M. Soltani, fils et frère des héros des Aurès
Réponse à M. Soltani
Avez-vous une seule preuve de ce que vous avancez comme accusations
très graves ? Nous avons donné hier deux exemples frappants qui
éliminent la thèse du soi-disant «penchant sanguinaire » de l’homme :
comment ce «monstre» peut-il laisser la vie sauve à l'homme qui lui a
tiré dessus ? Et comment cet «assassin» peut-il aussi laisser vivant un
président qu'il venait de destituer ? Certes privé de liberté, M. Ben
Bella peut néanmoins témoigner qu'il n'a jamais été l'objet d'un
comportement blessant ou revanchard. Feu le général Belhouchet, qui
s'occupait de sa détention, continuait de lui rendre visite en
l'appelant «M. le Président» et en veillant à ce que son séjour soit le
plus confortable possible... D'ailleurs, on ne dit pas assez le rôle
joué par ce général dans le mariage de M. Ben Bella avec Mme Sellami qui
vient de s'éteindre... Quant à la langue de bois, c'est aussi parfois la
langue de la fidélité à la Révolution et à sa seule matrice idéologique
: par le peuple et pour le peuple. Nous avons compris socialisme, vous
avez compris libéralisme. Nous avons compris industrialisation du pays,
vous avez compris exporter des légumes et importer des machines… Vous
noyez le poisson derrière cette appellation de «clan d'Oujda». Il y a
autant de différence entre la politique économique des années 70 et
celle d'aujourd'hui qu'il y a entre Tito et Bush! Il faudra alors
peut-être parler de deux «clans d'Oujda» pour satisfaire votre haine de
tout ce qui sent Boumediene. Quant à la comparaison avec Bigeard, vos
frères héros de la Révolution – nous nous inclinons à leur mémoire –,
apprécieront, de là où ils sont… Si je passe votre message, c’est que je
considère que, vous aussi, avez droit à exhiber votre «langue de bois».
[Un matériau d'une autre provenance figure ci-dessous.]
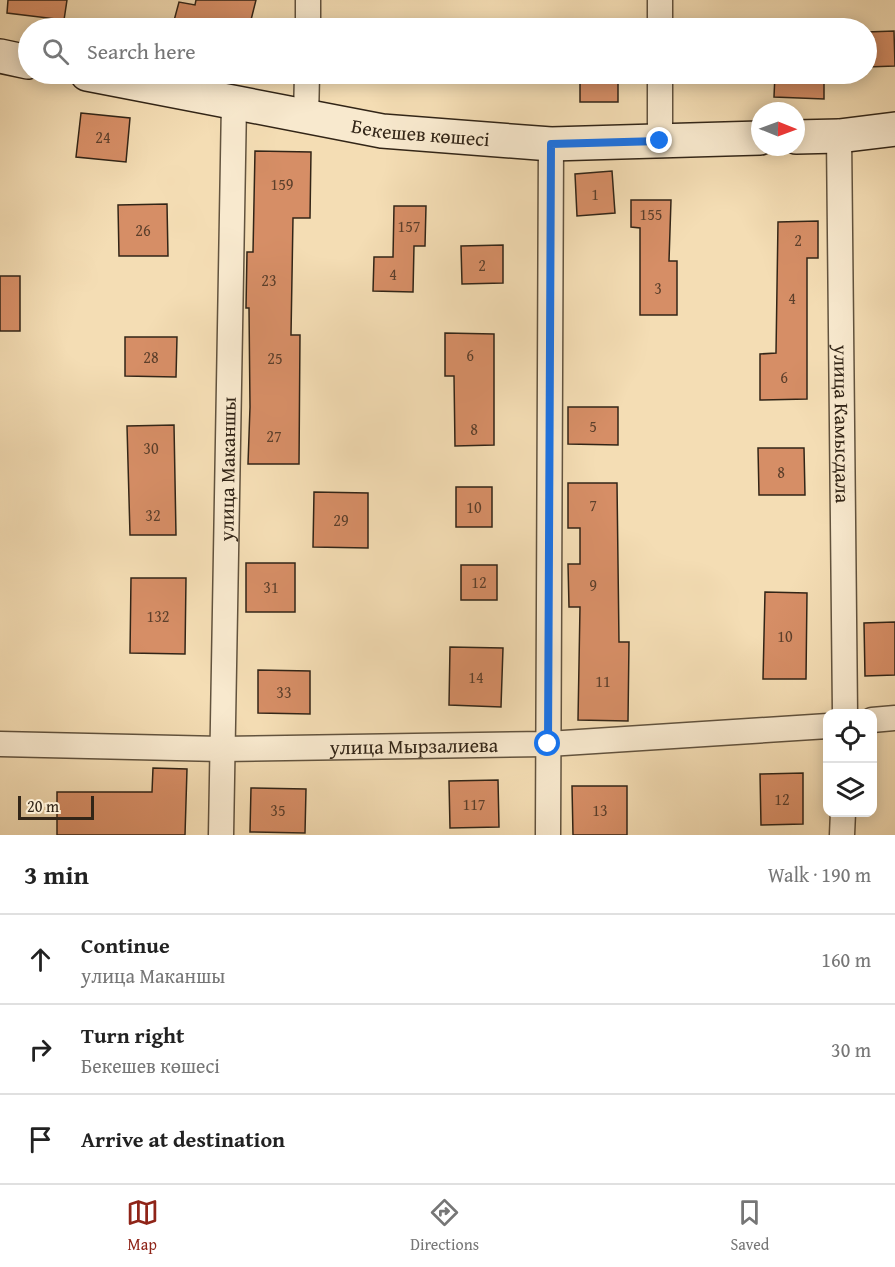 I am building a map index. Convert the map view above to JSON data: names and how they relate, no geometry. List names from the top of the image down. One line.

Je vous assure que j’ai reçu ce matin des dizaines de lettres qui me
remercient d’avoir tenté de défendre la mémoire de Boumediene. Comme
j’ai écrit hier sur le sujet, je ne veux pas utiliser les colonnes de
mon journal pour présenter un seul point de vue. Nous acceptons la
contradiction et vos points de vue sont toujours les bienvenus. J’ai
répondu à M. Saïd Sadi avec politesse et tout le respect dus à sa
stature. Je n’ai pas le souvenir qu’un autre journaliste «indépendant»
ait affiché publiquement sa préférence pour le leader du RCD autant que
moi. Le slogan que nous avons choisi pour notre journal interdit toute
appartenance à un parti politique mais je vous assure que le jour où je
le quitterai (la retraite approche), j’irai au RCD s’il veut de moi. A
moins que les admirateurs de Boumediene n’y soient pas les bienvenus.
Mais, à cet âge-là, puis-je changer ? Je suis peut-être un imbécile qui
ne change pas et qui porte sa «langue de bois» comme une croix sur le
chemin de la nostalgie… Mais rassurez-vous, M. Soltani, dans peu de
temps, vous ne subirez plus mes écrits sur Boumediene… Et je crois même,
à lire toute notre presse, que plus personne ne parlera de lui en bien.
Ah, si, quand même, le professeur Chitour dans L’Expression!